(Collected data)
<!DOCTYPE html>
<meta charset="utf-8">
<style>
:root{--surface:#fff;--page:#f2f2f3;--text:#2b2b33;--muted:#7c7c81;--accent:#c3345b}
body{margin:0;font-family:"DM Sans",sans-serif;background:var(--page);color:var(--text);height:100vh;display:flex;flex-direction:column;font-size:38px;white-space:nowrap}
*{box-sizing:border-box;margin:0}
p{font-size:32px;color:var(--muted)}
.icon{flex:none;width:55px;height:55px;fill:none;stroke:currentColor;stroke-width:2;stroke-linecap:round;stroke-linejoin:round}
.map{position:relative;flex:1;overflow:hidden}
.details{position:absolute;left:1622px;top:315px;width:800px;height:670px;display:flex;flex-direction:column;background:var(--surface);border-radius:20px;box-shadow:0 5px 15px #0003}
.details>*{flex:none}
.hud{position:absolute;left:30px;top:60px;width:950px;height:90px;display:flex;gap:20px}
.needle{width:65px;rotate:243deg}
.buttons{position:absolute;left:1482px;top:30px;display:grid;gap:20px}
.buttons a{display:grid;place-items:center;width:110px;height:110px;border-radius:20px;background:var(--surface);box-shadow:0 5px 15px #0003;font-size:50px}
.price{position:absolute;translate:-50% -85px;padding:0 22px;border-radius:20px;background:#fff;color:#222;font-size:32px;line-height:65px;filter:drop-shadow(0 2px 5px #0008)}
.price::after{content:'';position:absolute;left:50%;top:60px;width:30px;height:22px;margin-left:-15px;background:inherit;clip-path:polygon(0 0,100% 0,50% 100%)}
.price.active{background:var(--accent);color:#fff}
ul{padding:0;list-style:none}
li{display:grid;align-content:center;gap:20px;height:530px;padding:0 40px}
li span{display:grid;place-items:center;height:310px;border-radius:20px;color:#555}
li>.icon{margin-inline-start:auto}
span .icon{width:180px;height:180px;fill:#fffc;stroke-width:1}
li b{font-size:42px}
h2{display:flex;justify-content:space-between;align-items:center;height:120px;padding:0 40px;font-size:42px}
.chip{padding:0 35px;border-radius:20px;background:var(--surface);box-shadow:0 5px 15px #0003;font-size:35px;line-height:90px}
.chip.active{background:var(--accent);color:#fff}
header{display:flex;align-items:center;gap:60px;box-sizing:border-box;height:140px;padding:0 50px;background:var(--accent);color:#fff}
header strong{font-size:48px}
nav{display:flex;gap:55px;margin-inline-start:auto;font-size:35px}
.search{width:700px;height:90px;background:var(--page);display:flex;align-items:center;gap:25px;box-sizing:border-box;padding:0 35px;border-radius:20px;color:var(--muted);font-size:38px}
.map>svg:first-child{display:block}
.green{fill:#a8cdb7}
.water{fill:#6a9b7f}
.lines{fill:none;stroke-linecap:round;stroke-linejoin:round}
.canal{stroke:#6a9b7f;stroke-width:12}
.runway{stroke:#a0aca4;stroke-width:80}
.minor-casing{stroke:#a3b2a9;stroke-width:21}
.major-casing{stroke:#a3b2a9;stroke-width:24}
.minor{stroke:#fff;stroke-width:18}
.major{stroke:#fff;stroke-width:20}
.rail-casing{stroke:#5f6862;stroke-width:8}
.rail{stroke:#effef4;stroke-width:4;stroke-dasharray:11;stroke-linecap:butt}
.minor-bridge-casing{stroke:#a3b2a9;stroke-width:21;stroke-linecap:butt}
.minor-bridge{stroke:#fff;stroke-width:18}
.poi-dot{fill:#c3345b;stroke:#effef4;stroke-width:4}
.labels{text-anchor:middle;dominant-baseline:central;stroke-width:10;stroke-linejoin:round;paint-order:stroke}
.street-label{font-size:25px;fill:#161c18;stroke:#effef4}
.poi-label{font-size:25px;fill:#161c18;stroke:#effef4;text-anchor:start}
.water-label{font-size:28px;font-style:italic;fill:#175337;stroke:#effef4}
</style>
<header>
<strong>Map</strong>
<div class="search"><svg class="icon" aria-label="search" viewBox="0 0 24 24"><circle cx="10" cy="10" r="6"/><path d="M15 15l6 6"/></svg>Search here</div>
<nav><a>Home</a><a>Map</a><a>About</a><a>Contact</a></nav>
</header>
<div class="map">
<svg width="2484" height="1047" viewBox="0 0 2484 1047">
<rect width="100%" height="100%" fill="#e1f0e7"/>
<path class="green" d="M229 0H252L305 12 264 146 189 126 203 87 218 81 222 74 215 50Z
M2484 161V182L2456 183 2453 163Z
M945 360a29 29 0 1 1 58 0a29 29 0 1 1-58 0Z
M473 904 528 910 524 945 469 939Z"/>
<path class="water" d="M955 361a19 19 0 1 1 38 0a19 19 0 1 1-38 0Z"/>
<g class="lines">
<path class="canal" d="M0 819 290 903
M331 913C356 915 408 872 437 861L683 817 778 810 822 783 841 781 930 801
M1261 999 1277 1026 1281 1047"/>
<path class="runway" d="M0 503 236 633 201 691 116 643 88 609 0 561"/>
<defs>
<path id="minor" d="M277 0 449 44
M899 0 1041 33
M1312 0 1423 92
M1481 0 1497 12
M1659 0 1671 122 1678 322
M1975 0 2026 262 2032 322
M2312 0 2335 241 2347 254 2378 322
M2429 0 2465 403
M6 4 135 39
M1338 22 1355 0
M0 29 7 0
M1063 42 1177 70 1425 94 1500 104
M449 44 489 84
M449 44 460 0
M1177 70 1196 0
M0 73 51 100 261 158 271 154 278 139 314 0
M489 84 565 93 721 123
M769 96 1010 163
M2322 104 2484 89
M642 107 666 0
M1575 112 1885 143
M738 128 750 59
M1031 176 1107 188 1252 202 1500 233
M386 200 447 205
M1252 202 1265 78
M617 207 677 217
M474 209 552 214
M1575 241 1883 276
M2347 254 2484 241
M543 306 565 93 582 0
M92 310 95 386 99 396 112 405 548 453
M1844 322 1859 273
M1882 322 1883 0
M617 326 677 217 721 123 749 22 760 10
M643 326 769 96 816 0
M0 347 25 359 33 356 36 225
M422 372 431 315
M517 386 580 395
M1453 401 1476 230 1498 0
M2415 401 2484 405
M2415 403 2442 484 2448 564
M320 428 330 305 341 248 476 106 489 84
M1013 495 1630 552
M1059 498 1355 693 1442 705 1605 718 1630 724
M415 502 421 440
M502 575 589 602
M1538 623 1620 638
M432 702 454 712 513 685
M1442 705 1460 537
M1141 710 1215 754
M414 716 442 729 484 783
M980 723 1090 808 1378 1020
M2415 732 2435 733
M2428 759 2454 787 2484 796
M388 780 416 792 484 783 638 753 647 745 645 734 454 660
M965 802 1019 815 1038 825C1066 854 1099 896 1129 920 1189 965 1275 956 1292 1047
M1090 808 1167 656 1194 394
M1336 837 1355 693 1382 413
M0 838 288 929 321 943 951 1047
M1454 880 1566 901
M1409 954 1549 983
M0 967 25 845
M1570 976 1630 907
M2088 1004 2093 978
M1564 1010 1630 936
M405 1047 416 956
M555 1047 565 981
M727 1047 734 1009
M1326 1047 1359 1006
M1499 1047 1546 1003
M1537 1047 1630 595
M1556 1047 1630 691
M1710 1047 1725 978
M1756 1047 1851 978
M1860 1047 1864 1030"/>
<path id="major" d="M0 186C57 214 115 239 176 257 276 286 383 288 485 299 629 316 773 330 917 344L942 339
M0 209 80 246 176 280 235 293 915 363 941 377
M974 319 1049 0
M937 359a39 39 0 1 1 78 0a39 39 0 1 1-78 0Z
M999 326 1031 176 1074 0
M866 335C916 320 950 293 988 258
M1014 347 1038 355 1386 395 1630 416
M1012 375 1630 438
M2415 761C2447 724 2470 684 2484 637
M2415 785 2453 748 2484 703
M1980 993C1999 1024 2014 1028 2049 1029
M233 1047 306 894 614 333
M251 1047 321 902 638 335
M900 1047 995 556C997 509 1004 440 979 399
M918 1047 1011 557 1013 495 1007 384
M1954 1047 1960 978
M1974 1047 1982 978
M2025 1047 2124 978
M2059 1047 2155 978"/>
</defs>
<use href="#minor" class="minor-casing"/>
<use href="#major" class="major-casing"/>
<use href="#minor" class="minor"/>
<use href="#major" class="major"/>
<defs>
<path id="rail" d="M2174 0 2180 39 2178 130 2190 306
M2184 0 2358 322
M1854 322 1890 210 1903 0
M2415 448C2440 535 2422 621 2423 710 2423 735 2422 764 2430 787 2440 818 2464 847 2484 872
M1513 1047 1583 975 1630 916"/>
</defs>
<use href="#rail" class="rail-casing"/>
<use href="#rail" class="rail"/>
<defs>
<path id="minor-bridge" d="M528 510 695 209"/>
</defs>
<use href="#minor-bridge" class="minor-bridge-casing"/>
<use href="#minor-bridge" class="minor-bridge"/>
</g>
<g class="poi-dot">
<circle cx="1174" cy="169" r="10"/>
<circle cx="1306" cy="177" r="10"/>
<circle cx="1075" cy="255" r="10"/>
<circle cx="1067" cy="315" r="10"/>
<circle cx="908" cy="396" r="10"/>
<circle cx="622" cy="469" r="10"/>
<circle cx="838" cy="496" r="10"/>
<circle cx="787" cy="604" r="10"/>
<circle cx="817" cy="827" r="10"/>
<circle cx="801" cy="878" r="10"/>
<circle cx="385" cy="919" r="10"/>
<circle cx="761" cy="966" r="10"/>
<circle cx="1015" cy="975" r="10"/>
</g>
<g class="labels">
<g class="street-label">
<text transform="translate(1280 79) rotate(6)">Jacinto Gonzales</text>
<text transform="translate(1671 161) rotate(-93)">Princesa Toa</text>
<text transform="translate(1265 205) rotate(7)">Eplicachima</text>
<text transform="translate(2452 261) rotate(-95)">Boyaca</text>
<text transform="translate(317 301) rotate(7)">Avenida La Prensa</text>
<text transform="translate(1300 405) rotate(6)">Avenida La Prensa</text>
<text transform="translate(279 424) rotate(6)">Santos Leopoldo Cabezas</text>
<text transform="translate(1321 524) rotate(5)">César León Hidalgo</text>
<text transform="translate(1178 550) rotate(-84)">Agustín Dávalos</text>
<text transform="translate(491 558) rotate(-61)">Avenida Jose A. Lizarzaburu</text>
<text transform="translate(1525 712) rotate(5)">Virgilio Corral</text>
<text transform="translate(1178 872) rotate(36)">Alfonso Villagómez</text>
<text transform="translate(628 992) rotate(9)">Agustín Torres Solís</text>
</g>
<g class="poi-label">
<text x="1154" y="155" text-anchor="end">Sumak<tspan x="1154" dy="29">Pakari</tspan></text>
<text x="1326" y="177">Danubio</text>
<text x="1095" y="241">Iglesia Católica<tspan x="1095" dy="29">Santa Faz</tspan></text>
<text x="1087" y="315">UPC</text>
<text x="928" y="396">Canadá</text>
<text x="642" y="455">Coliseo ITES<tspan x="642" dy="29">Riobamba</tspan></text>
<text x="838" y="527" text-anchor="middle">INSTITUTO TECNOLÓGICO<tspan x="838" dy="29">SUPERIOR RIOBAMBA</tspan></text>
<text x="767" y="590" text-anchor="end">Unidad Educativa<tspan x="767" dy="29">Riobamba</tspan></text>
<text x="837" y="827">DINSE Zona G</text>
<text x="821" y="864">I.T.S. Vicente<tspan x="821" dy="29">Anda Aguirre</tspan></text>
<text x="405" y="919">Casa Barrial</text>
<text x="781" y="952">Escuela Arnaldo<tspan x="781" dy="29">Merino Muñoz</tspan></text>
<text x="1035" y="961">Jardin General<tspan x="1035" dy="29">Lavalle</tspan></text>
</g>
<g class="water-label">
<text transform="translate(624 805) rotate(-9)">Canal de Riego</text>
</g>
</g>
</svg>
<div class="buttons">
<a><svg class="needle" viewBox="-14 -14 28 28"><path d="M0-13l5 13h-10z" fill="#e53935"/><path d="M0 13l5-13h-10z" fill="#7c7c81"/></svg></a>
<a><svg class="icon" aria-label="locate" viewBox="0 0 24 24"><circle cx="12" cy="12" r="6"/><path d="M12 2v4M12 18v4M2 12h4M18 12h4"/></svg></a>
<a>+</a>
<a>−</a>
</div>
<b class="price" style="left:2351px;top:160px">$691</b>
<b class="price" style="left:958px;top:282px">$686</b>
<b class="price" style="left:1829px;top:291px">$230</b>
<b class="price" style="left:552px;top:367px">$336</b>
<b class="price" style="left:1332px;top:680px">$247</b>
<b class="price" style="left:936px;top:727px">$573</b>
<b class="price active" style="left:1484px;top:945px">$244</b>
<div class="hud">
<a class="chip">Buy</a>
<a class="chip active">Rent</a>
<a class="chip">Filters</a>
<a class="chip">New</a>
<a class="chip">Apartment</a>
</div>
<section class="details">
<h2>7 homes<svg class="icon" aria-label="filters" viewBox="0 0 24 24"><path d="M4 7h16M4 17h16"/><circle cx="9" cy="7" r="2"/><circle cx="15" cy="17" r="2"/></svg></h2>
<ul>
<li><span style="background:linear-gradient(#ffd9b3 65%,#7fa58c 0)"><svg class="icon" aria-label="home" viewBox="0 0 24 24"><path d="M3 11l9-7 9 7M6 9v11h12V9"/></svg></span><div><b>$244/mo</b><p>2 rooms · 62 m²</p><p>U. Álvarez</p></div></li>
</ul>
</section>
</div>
--
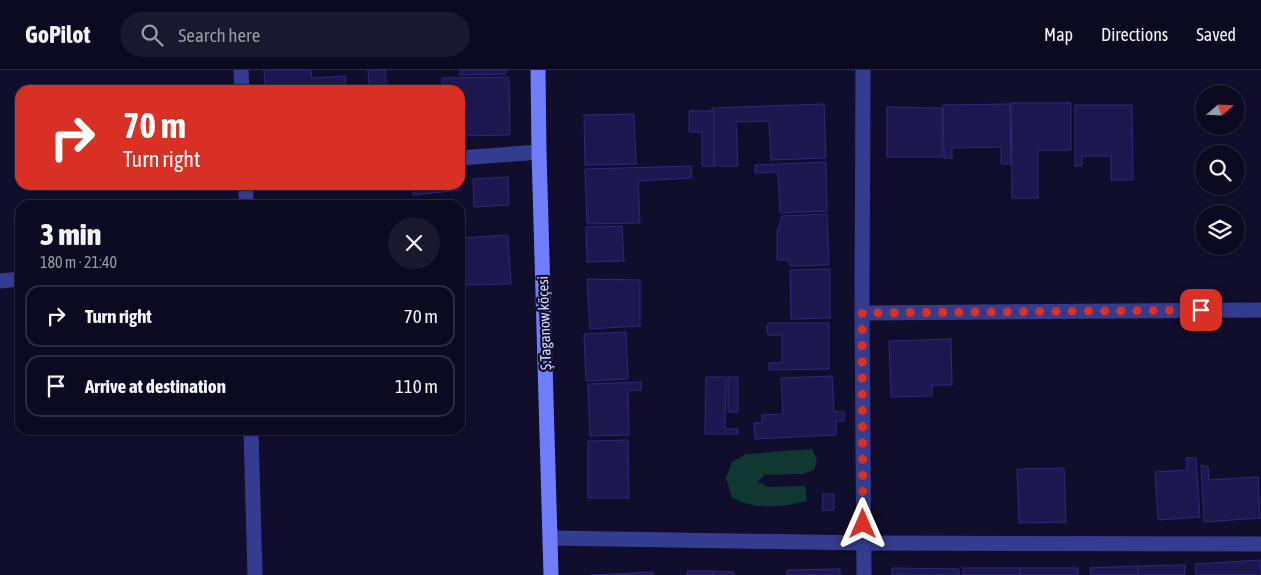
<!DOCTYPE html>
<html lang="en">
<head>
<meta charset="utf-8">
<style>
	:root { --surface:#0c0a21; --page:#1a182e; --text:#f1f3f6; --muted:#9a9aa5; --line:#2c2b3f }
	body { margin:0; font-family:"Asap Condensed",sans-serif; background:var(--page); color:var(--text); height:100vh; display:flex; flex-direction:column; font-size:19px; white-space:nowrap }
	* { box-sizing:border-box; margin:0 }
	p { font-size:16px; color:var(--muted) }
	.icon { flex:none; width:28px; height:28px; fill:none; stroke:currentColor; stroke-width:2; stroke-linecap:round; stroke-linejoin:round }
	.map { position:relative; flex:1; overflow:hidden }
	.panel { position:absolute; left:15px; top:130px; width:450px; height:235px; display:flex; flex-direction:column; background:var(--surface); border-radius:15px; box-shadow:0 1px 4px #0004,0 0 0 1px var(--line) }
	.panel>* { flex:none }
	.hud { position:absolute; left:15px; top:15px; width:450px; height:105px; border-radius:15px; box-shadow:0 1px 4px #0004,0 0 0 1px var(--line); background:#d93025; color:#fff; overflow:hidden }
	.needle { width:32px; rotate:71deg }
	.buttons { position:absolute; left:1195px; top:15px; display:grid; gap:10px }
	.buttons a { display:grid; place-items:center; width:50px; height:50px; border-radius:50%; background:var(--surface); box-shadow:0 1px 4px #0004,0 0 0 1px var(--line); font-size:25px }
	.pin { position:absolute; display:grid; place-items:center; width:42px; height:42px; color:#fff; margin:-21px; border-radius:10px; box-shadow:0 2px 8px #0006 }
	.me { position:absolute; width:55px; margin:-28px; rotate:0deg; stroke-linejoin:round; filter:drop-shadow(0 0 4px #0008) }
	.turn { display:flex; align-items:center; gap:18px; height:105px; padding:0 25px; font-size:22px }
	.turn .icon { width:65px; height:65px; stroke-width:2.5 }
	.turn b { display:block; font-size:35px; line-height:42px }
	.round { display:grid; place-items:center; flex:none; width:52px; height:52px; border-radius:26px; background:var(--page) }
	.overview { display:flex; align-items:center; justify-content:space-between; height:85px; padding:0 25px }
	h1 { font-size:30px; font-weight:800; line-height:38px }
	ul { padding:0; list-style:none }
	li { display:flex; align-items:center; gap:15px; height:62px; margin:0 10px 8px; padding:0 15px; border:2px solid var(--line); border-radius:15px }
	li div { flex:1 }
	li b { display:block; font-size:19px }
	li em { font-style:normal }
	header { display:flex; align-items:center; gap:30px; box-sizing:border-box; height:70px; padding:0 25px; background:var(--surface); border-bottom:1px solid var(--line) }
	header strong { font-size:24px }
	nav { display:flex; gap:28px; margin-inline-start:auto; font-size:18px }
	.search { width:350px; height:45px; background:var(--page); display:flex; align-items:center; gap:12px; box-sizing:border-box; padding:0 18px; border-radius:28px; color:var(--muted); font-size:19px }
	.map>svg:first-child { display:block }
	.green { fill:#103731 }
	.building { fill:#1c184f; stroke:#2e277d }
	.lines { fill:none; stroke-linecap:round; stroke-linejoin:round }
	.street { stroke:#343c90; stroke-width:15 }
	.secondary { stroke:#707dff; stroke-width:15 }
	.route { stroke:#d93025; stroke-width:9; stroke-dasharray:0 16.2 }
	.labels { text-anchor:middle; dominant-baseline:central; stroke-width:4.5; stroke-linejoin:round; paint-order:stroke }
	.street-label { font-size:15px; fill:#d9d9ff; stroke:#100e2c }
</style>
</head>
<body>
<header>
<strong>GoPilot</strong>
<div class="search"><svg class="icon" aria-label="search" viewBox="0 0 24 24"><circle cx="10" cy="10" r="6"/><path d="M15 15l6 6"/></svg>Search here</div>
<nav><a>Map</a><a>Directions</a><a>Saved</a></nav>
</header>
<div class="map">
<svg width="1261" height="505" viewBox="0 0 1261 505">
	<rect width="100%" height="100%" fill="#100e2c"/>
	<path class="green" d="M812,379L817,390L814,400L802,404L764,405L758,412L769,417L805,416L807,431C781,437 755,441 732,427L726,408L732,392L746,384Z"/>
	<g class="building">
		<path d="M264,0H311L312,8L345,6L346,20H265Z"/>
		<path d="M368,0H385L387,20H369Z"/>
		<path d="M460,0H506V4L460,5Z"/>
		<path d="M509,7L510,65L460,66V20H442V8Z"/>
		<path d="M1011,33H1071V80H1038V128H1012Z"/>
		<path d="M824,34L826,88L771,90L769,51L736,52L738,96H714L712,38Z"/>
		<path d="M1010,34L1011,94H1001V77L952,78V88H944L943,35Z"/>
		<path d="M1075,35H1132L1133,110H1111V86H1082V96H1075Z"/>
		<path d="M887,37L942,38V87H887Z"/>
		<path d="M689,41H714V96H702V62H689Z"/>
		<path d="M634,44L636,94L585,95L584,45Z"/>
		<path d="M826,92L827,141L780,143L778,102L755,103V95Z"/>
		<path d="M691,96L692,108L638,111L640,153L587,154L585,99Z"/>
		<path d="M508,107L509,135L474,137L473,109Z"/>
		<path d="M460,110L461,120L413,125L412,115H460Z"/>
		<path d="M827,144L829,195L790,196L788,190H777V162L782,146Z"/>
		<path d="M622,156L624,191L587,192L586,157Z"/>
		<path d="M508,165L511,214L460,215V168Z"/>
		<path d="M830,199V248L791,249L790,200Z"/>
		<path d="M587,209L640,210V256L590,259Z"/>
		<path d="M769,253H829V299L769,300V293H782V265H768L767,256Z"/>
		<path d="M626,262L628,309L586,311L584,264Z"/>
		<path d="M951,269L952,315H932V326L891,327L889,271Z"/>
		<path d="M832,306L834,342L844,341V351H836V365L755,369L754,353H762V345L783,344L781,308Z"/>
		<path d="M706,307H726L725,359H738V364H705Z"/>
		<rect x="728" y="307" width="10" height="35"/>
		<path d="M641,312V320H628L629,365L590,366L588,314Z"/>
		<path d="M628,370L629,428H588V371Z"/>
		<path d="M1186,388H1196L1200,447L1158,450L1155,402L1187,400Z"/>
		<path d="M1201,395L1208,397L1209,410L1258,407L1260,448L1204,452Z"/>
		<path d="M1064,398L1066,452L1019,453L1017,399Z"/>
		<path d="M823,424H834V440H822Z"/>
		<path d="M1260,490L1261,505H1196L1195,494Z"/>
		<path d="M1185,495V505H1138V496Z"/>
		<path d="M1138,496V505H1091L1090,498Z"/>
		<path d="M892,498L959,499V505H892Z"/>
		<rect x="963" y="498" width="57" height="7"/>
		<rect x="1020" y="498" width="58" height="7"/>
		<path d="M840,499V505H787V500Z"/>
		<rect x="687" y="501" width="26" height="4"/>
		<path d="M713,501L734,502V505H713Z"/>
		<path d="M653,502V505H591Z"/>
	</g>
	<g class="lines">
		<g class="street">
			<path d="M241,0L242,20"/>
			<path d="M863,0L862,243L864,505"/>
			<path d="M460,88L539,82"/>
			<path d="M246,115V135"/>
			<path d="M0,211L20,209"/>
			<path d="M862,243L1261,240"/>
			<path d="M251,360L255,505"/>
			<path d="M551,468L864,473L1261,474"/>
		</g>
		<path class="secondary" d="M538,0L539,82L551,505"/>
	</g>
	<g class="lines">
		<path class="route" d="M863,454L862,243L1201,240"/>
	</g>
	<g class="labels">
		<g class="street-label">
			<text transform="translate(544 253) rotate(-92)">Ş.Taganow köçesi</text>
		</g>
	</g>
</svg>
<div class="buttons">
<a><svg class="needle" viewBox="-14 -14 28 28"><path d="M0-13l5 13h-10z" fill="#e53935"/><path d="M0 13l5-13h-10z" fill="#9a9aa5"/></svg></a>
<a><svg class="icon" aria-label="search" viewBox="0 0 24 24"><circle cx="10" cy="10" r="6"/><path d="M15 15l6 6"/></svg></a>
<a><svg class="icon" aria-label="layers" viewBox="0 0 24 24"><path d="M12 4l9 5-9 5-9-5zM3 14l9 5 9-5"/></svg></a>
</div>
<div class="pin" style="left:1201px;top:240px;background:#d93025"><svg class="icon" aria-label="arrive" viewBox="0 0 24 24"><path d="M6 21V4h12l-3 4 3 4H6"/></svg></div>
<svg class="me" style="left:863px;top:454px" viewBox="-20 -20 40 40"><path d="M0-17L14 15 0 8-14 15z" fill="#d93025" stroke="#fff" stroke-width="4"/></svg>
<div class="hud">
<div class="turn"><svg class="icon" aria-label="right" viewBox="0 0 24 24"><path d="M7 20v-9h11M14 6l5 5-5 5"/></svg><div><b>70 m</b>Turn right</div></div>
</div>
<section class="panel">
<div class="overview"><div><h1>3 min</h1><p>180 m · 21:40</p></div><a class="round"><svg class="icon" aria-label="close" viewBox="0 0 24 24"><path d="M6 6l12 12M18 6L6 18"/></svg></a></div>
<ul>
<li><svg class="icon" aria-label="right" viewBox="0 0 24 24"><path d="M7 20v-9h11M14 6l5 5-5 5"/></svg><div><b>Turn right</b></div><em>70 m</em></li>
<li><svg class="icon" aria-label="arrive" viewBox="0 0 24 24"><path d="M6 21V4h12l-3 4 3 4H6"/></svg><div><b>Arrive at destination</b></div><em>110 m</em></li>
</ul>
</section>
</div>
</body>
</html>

- **What is needed**
Please tally the lines in the data above containing the string "currentColor", and give the number alone.

- **Exercise answer**
2